[Stored items]
····················
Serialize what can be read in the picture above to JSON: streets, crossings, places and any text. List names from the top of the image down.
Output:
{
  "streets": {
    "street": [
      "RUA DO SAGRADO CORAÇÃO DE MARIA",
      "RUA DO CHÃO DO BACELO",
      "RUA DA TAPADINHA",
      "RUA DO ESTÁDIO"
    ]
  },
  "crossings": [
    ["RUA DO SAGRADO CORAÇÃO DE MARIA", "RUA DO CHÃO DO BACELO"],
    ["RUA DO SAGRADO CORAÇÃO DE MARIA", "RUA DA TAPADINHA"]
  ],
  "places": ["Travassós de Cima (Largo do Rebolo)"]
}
····················
Would you please copy every line of the data exactly?

Serialize what can be read in the picture above to JSON: streets, crossings, places and any text. List names from the top of the image down.
Output:
{
  "streets": {
    "street": [
      "RUA DO SAGRADO CORAÇÃO DE MARIA",
      "RUA DO CHÃO DO BACELO",
      "RUA DA TAPADINHA",
      "RUA DO ESTÁDIO"
    ]
  },
  "crossings": [
    ["RUA DO SAGRADO CORAÇÃO DE MARIA", "RUA DO CHÃO DO BACELO"],
    ["RUA DO SAGRADO CORAÇÃO DE MARIA", "RUA DA TAPADINHA"]
  ],
  "places": ["Travassós de Cima (Largo do Rebolo)"]
}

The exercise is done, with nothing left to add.